Nouvelles de Flandre
Lectures: Nos auteurs belges de langue française vus par Michel Otten

Dans "Paysages du Nord", Michel Otten, professeur émérite de l'UCL, grand patron des nouvelles généra-tions de philologues et auteur de nombreuses éditions critiques - en particulier celle de la poésie complète de Verhaeren -, a réuni ses principales études de nos écrivains belges de langue française dans un volume qui porte le nom de "Paysages du Nord". Le titre de ce merveilleux portrait de nos auteurs, de cette grande leçon de littérature est inspiré par la phrase de l'Anversois Max Elskamp, j'écris trop au Nord de Paris.
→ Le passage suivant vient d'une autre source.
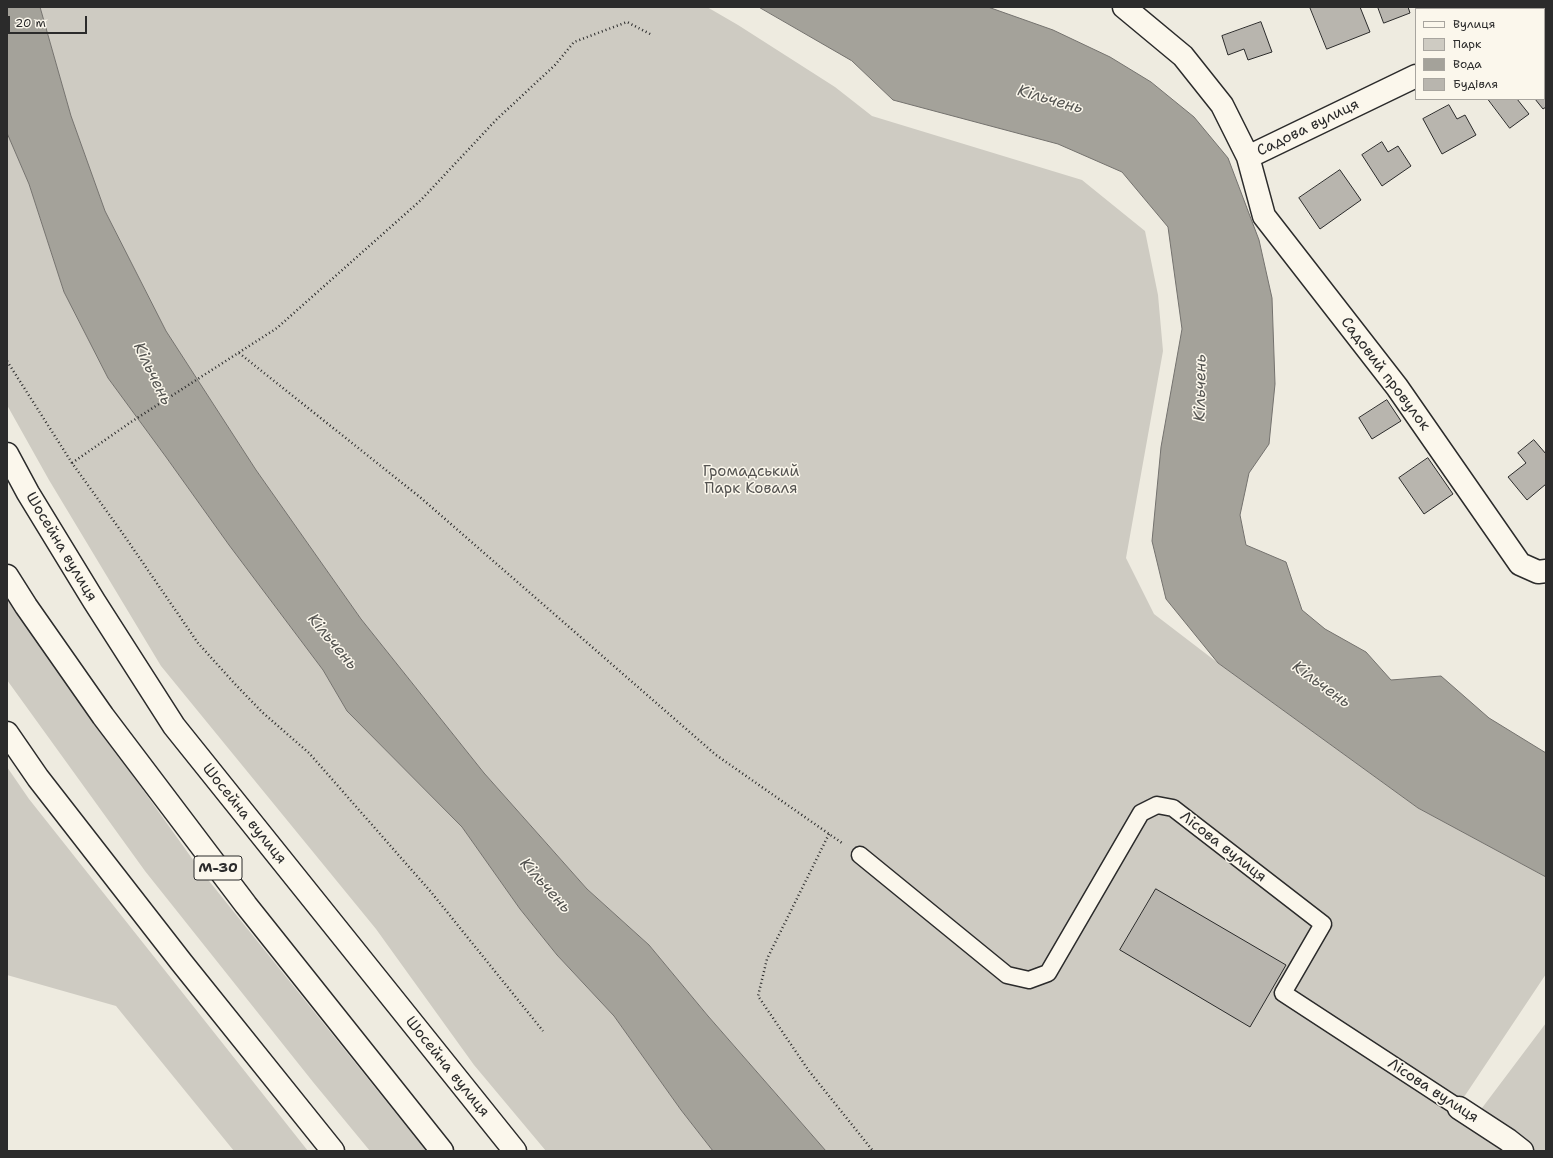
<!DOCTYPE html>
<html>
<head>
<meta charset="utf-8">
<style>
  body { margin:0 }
  #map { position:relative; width:1553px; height:1158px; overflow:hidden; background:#eeebe0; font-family:"Shantell Sans",sans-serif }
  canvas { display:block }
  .frame { position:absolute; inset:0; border:8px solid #2b2b2b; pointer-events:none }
  .legend { position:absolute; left:1415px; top:8px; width:130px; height:92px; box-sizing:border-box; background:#fbf7ec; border:1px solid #a8a59f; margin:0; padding:5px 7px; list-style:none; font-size:12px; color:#2b2b2b }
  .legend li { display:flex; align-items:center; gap:8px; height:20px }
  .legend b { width:20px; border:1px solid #a8a59f }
  .scale { position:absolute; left:8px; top:16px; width:79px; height:18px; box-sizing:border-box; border:2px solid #2b2b2b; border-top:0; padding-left:5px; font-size:12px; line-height:14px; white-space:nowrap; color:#2b2b2b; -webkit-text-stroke:3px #fbf7ec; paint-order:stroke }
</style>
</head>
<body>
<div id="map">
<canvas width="1553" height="1158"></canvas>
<div class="frame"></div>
<ul class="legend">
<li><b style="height:5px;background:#fbf7ec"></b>Вулиця</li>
<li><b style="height:11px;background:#cecbc2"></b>Парк</li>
<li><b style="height:11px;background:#a4a29a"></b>Вода</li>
<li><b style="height:11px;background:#b8b5ae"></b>Будівля</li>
</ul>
<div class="scale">20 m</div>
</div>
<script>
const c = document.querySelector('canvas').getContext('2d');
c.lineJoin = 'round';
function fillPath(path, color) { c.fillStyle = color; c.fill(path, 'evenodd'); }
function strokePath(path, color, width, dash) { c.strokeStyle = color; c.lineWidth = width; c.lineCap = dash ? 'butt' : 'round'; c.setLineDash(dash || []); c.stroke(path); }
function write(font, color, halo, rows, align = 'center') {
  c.font = font + ' "Shantell Sans",sans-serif'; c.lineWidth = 3; c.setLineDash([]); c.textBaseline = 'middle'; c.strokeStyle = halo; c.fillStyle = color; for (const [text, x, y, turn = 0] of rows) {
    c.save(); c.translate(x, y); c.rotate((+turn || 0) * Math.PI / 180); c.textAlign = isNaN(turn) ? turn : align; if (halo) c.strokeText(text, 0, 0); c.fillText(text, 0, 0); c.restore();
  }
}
const green = new Path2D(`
  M40 7H707L738 25 835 87 872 116 1082 180 1145 231 1158 295 1163 351 1126 558 1154 614 1218 663 1418 808 1546 877V974L1460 1103 1476 1116 1546 1023V1151H826L708 1016 649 945 587 889 484 773 361 619 256 470 166 331 105 211 71 116Z
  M7 133 29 184 64 292 108 378 166 457 229 545 323 670 347 711 462 827 520 909 557 955 614 1016 681 1110 713 1151H546L474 1065 376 929 161 666 49 480 7 405Z
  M7 596 25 625 201 871 426 1151H370L313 1082 145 871 7 680Z
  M7 767 29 799 308 1151H234L116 1006 7 975Z`);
const water = new Path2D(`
  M7 7H40L71 116 105 211 166 331 256 470 361 619 484 773 587 889 649 945 708 1016 826 1151H713L681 1110 614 1016 557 955 520 909 462 827 347 711 323 670 229 545 166 457 108 378 64 292 29 184 7 133Z
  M759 7H988L1053 30 1110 57 1151 82 1194 117 1228 158 1259 240 1272 298 1275 384 1269 444 1249 473 1240 515 1246 545 1286 562 1302 610 1325 629 1366 652 1391 680 1441 676 1489 718 1546 753V877L1418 808 1218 663 1166 599 1152 541 1161 447 1182 329 1168 227 1122 172 1058 144 893 100 852 61Z`);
const building = new Path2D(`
  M1310 7H1360L1370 32 1327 49Z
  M1378 7H1408L1410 13 1384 23Z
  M1261 22 1272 52 1248 60 1244 49 1228 55 1222 36Z
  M1544 58 1546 61V107L1543 109 1535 99H1544Z
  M1488 99H1517L1529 114 1510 128Z
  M1449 105 1457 119 1465 115 1476 135 1442 154 1423 119Z
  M1382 142 1388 152 1398 146 1411 166 1382 186 1362 155Z
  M1340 170 1361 200 1320 229 1299 198Z
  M1387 400 1401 421 1372 439 1359 418Z
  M1534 440 1546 454V484L1527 500 1508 477 1526 463 1518 453Z
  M1428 458 1453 494 1424 514 1399 478Z
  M1156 889 1286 965 1250 1027 1120 950Z`);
const path = new Path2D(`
  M239 353 421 498 716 755 842 843
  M7 361 72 463 121 531 198 643 235 684 262 712 309 753 431 892 543 1031
  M72 463 131 422 277 328 421 200 496 120 555 65 574 42 627 22 652 35
  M829 834 767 959 758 996 809 1071 873 1151`);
const service = new Path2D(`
  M860 855 1007 975 1029 980 1048 973 1141 813 1157 805 1173 808 1323 924 1283 993 1459 1108`);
const minor = new Path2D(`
  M1124 7 1183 56 1222 105 1248 157 1416 76
  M1544 14 1546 13
  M1248 157 1264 216 1397 387 1520 564 1538 572 1546 571
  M1459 1108 1508 1140 1522 1151`);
const tertiary = new Path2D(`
  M7 454 28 493 94 601 174 726 515 1151`);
const trunk = new Path2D(`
  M7 576 26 606 103 716 246 905 442 1151
  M7 733 38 778 182 963 333 1151`);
const shields = [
  [218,868,48]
];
const shieldNames = [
  ["М-30",218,868]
];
const streetNames = [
  ["Садова вулиця",1308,128,-26],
  ["Садовий провулок",1385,374,53],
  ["Шосейна вулиця",61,547,59],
  ["Шосейна вулиця",244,814,51],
  ["Лісова вулиця",1223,847,38],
  ["Шосейна вулиця",447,1067,51],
  ["Лісова вулиця",1433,1091,33]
];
const parkNames = [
  ["Громадський",751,472],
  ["Парк Коваля",751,489]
];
const waterNames = [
  ["Кільчень",1050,100,16],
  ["Кільчень",152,374,64],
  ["Кільчень",1201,388,-89],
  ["Кільчень",332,642,50],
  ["Кільчень",1321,685,36],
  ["Кільчень",545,886,48]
];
fillPath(green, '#cecbc2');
fillPath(water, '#a4a29a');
strokePath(water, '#74726e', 1);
fillPath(building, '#b8b5ae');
strokePath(building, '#2b2b2b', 1);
strokePath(service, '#2b2b2b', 19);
strokePath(minor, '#2b2b2b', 25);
strokePath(tertiary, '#2b2b2b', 25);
strokePath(trunk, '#2b2b2b', 25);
strokePath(path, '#2b2b2b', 2.5, [1, 3]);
strokePath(service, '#fbf7ec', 16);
strokePath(minor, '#fbf7ec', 22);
strokePath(tertiary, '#fbf7ec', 22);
strokePath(trunk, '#fbf7ec', 22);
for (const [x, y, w] of shields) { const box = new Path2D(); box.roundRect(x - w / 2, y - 12, w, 24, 3); c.fillStyle = '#fbf7ec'; c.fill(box); strokePath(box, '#2b2b2b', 1); }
write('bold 14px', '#2b2b2b', null, shieldNames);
write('15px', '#2b2b2b', '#fbf7ec', streetNames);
write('15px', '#545351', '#fbf7ec', parkNames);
write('italic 16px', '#555552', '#fbf7ec', waterNames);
</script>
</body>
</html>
On le verra: le génie belge, en Flandre, est né de la tradition au moins aussi celtique et germanique que gréco-latine, de ses paysages et du caractère de nos villes, Bruges chez Rodenbach, Gand chez Hellens et Anvers chez Guy Vaes... Ce génie inspire sa prose, son théâtre, sa poésie.

Les analyses sont rangées en trois sections: 1. "Fin de siècle et Symbolisme", consacré à Camille Lemonnier, Marius Renard (comparé à Zola!), Albert Mockel, Maeterlinck et Elskamp, 2. "Modernismes de l'entre-deux-guerres" concernant Franz Hellens, Michel de Ghelderode, Paul Nougé, Odilon-Jean Périer et André Baillon, 3. "Horizons contemporains" qui traite de l'écriture de Paul Willems, Guy Vaes, Jean-Pierre Otte, Paul Emond et Pierre Mertens, ainsi que des "Paysages d'exil du roman belge des années1980-1990" et de "L'espace double dans le théâtre spiritualiste belge".

Les quatre premiers chapitres sont consacrés au Symbolisme belge, dont l'auteur décrit minutieusement la spécificité par rapport au Symbolisme parisien plus superficiel, excepté Mallarmé. Cette spécificité provient du fait que les Belges, Mockel et surtout Maeterlinck - avant 1914, bien entendu! &endash; se sont alimentés au Romantisme d'Iéna, à Goethe, aux frères Schlegel, à Novalis. Deux chapitres traitent de Max Elskamp, le plus grand poète de Belgique selon les surréalistes belges. Son évolution religieuse complexe et douloureuse est reflétée dans ses poèmes de maturité, empreints de bouddhisme. Vient ensuite Albert Mockel dont Michel Otten renouvelle la lecture en creusant l'opposition entre symbole et allégorie.

Quant à Maeterlinck, Otten commence par renouveler l'interprétation de Mélisande dans le célèbre drame Pelléas et Mélisande. Deux chapitres sont consacrés à l'œuvre importante du Gantois Franz Hellens, sous le signe du "réalisme magique", concept dû à Franz Hellens lui-même, proche du fantastique romantique d'Hoffman.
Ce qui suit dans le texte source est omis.